The folk scene in Scotland was very political at the time, and they sang songs about overturning the government. I was more interested in writing than politics; it was only when I went to Northern Ireland, where people were being blown up and shooting each other, that I got really interested. In Scotland, we had O-grades and Highers. The system is better than in England – I'm absolutely biased! – because if you're going to sit the Highers, you don't have to waste two years on the lower grades, and you sit more subjects at the Higher level, which are, I'd say, at the standard of AS-level. After that, at 17, you do a Certificate of Sixth Year Studies, a pre-university year.

From about 14 or 15, I worked and enjoyed it. At 16, I did only O-grade arithmetic and physics. The following year I took seven Highers: maths, English, history, biology, chemistry, physics and Latin. I loved it. It was a tough year, tougher than doing a degree.

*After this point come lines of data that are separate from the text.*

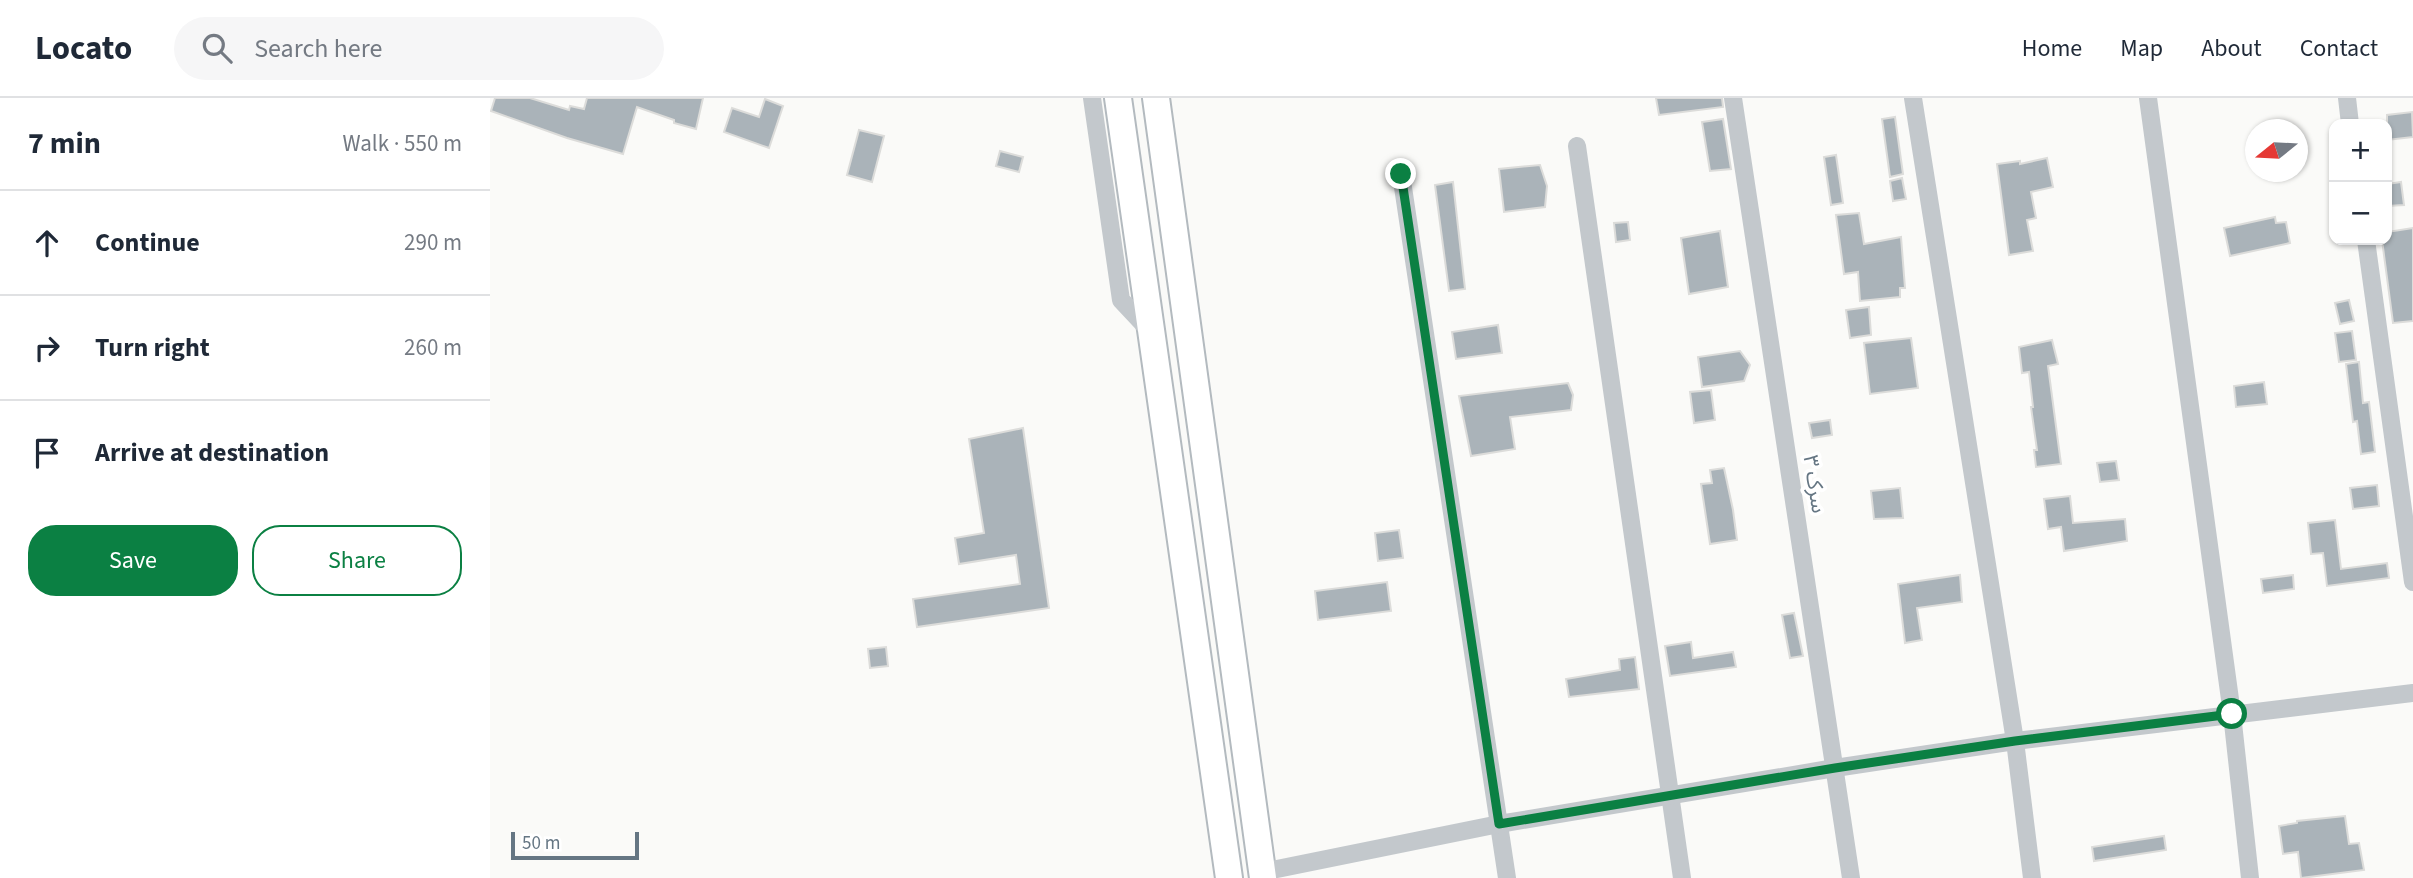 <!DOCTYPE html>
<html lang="en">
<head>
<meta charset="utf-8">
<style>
  :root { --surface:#fff; --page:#f6f6f7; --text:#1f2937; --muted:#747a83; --line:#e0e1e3; --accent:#0b8043 }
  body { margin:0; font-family:"Source Sans 3","Noto Sans Arabic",sans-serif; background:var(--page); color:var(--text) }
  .controls { position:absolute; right:21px; top:21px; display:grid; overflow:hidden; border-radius:14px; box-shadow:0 2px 5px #0004 }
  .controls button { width:63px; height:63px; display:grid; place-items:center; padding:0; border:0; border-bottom:2px solid var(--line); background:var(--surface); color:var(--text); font:35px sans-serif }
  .compass { position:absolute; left:1755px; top:21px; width:63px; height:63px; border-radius:50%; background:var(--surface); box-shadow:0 2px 5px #0004; rotate:252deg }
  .scale { position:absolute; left:21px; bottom:18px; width:128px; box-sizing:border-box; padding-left:7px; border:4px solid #657683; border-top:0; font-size:19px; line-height:24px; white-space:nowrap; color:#657683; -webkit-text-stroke:5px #fff; paint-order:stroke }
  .stop { position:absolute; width:21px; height:21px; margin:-16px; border:5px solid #0b8043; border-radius:50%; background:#fff }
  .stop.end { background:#0b8043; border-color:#fff; box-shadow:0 2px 7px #0008 }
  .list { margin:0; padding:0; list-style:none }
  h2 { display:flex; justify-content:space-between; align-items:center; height:91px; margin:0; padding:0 28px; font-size:30px }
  h2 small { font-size:23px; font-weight:400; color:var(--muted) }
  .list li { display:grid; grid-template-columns:46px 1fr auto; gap:21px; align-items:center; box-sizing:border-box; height:105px; padding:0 28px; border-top:2px solid var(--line) }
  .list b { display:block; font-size:26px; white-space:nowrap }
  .list em { font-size:23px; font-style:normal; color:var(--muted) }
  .actions { display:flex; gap:14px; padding:21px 28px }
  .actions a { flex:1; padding:16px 0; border:2px solid var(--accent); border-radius:28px; text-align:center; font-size:24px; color:var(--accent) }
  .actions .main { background:var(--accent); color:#fff }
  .icon { flex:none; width:38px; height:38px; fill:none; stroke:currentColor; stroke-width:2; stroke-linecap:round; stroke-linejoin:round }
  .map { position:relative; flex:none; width:1923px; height:780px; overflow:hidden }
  header { display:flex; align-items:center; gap:42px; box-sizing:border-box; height:98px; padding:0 35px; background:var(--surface); border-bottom:2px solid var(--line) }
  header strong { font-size:33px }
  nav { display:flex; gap:38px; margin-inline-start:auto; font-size:24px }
  .search { width:490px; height:63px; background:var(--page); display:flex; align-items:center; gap:18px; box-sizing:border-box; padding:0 24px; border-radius:38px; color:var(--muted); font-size:26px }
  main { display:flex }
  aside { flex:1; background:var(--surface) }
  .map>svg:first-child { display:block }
  .building { fill:#aab3b9; stroke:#dcdcda; stroke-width:2 }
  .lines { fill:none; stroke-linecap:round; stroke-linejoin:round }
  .secondary-casing { stroke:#b3babf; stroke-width:30 }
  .street { stroke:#c3c8cc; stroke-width:18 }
  .secondary { stroke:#fff; stroke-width:26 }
  .route { stroke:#0b8043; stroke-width:9 }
  .labels { text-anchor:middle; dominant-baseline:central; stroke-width:7; stroke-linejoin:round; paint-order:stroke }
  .street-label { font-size:21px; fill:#657683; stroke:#fff }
</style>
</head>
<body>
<header>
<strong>Locato</strong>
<div class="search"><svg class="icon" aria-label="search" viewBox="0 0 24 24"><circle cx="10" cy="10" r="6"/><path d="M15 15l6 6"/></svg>Search here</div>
<nav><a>Home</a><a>Map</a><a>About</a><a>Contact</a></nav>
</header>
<main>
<aside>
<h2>7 min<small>Walk · 550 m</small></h2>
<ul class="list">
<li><svg class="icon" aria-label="ahead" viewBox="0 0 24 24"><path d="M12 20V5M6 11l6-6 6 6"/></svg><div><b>Continue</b></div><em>290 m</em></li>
<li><svg class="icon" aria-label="right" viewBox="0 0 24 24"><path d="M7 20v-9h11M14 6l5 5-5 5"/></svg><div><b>Turn right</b></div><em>260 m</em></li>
<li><svg class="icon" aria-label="arrive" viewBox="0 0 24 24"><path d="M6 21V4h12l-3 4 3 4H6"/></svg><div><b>Arrive at destination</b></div></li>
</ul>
<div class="actions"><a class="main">Save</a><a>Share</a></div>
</aside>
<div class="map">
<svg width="1923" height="780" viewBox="0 0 1923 780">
  <rect width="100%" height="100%" fill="#fafaf8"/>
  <g class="building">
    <path d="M5 0H40L79 12 80 8 94 11 97 0H213L206 31 184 25V22L147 9 133 56 77 40 1 13Z"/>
    <path d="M1166 0H1232L1233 9 1169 17Z"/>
    <path d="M275 1 293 8 279 50 234 34 242 10 269 19Z"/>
    <path d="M1922 14 1923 39 1897 42V17Z"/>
    <path d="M1405 19 1413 76 1400 79 1392 21Z"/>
    <path d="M1233 21 1241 71 1220 73 1212 24Z"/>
    <path d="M369 32 394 38 382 84 357 77Z"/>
    <path d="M510 53 533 59 529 74 506 68Z"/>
    <path d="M1346 57 1353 105 1341 107 1334 59Z"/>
    <path d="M1557 60 1563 89 1541 94 1546 120 1537 122 1543 153 1519 157 1507 66 1530 63V66Z"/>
    <path d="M1050 67 1057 88 1055 109 1014 114 1009 71Z"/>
    <path d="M1412 80 1416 101 1403 103 1400 83Z"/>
    <path d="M963 84 975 191 959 193 945 87Z"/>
    <path d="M1911 84 1914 107 1897 108V86Z"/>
    <path d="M1369 115 1374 146 1411 139 1415 190H1410V199L1370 203 1368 174 1354 176 1346 117Z"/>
    <path d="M1785 119 1786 125 1796 124 1800 145 1740 158 1734 130Z"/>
    <path d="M1138 124 1140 142 1126 144 1124 125Z"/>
    <path d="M1923 130V223L1903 225 1892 142H1897V134Z"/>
    <path d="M1230 133 1238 189 1199 196 1191 140Z"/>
    <path d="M1859 202 1864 223 1850 226 1845 205Z"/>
    <path d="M1379 209 1381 237 1360 240 1356 212Z"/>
    <path d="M1008 227 1012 255 966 261 962 234Z"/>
    <path d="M1862 233 1866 262 1849 264 1845 235Z"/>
    <path d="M1421 240 1428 290 1380 296 1374 245Z"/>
    <path d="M1562 242 1568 266 1558 268 1571 366 1546 369 1544 352H1547L1541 309H1543L1539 274 1532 275 1529 249Z"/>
    <path d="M1250 253 1260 267 1254 283 1212 289 1208 259Z"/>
    <path d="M1869 264 1873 305 1879 304 1885 354 1871 356 1867 323 1863 324 1856 266Z"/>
    <path d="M1774 284 1777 306 1746 309 1744 288Z"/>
    <path d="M1078 285 1083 297 1081 312 1020 319 1025 351 981 358 969 298Z"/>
    <path d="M1221 292 1225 322 1204 325 1200 294Z"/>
    <path d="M1340 322 1342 337 1322 340 1319 325Z"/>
    <path d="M533 330 559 510 427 529 423 501 530 486 526 457 469 466 465 440 494 435 479 341Z"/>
    <path d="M1626 363 1629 382 1610 384 1607 365Z"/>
    <path d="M1234 370 1243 412 1247 442 1220 446 1211 386 1222 385 1220 372Z"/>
    <path d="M1887 387 1889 408 1863 411 1860 390Z"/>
    <path d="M1410 390 1413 420 1384 421 1381 393Z"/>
    <path d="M1580 398 1583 425 1635 421 1637 443 1574 453 1571 429 1558 431 1554 401Z"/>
    <path d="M1845 422 1851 471 1897 465 1899 480 1837 488 1833 455 1821 456 1818 425Z"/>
    <path d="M909 432 913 460 888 463 885 435Z"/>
    <path d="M1470 477 1472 504 1427 510 1432 542 1415 545 1408 486Z"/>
    <path d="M1803 477 1804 491 1773 495 1771 481Z"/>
    <path d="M897 484 901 513 828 522 825 493Z"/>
    <path d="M1304 515 1313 558 1300 560 1292 517Z"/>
    <path d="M1201 544 1203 560 1243 554 1246 569 1180 578 1175 548Z"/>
    <path d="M396 549 398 568 380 570 378 551Z"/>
    <path d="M1145 559 1149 591 1079 599 1076 581 1130 572 1129 561Z"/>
    <path d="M1855 718 1859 746 1869 745 1874 772 1811 780 1808 754 1793 756 1789 728 1807 725V723Z"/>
    <path d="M1674 738 1676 752 1604 763 1602 749Z"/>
  </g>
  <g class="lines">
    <defs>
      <g id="secondary">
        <path d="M628 0 739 780"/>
        <path d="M666 0 773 780"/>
      </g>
    </defs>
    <use href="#secondary" class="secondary-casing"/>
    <g class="street">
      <path d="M602 0 631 202 660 233"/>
      <path d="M1243 0 1361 780"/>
      <path d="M1423 0 1525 643 1542 780"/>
      <path d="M1658 0 1742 616 1760 780"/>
      <path d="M1857 0 1860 26"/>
      <path d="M1087 48 1192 780"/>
      <path d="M911 76 1017 780"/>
      <path d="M1876 142 1923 484"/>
      <path d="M772 774 1009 726 1345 670 1525 643 1923 595"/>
    </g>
    <use href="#secondary" class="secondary"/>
  </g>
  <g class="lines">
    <path class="route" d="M911 76 1009 726 1345 670 1525 643 1742 616"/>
  </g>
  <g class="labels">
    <g class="street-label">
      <text transform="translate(1325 386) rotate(81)">سرک ۳</text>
    </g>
  </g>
</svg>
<div class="controls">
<button>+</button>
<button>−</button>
</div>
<svg class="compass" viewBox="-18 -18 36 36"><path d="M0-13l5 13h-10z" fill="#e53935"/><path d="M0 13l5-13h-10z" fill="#747a83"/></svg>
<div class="scale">50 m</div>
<div class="stop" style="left:1742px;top:616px"></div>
<div class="stop end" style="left:911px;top:76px"></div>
</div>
</main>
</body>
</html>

My parents moved to Northern Ireland and I stayed with a family in Edinburgh. I was going to do medicine at Edinburgh University – when I was three weeks old I nearly died, but they did an operation and I survived. It was a huge thing for my family – I was the first-born – and doctors were heroes, so I wanted to join them. However, at 17 I changed my mind because, from my teenage years on, I had been writing – I've still got lots of it, though I don't look at it – and I wanted to write fiction and also be a newspaper journalist. So I had a huge wobble, but I think that I took the right decision. I was the first member of the family to go to university and they were all incredibly supportive.

I did modern English and American literature at Kent University, with no Chaucer and no Middle English: a perfect course. The writers I adored were Beckett, Wilde and Joyce, and I also loved Yeats' poetry. While I was there I wrote for Incant, the university newspaper. I got a 2:1, and then did a one-year MA at Leeds University in Irish literature, with a thesis on Irish short stories. I got a distinction.

I applied to the BBC when I was at Kent and got a rejection. I applied when I was at Leeds and didn't even get a reply. I've been getting my revenge on the BBC executives responsible ever since.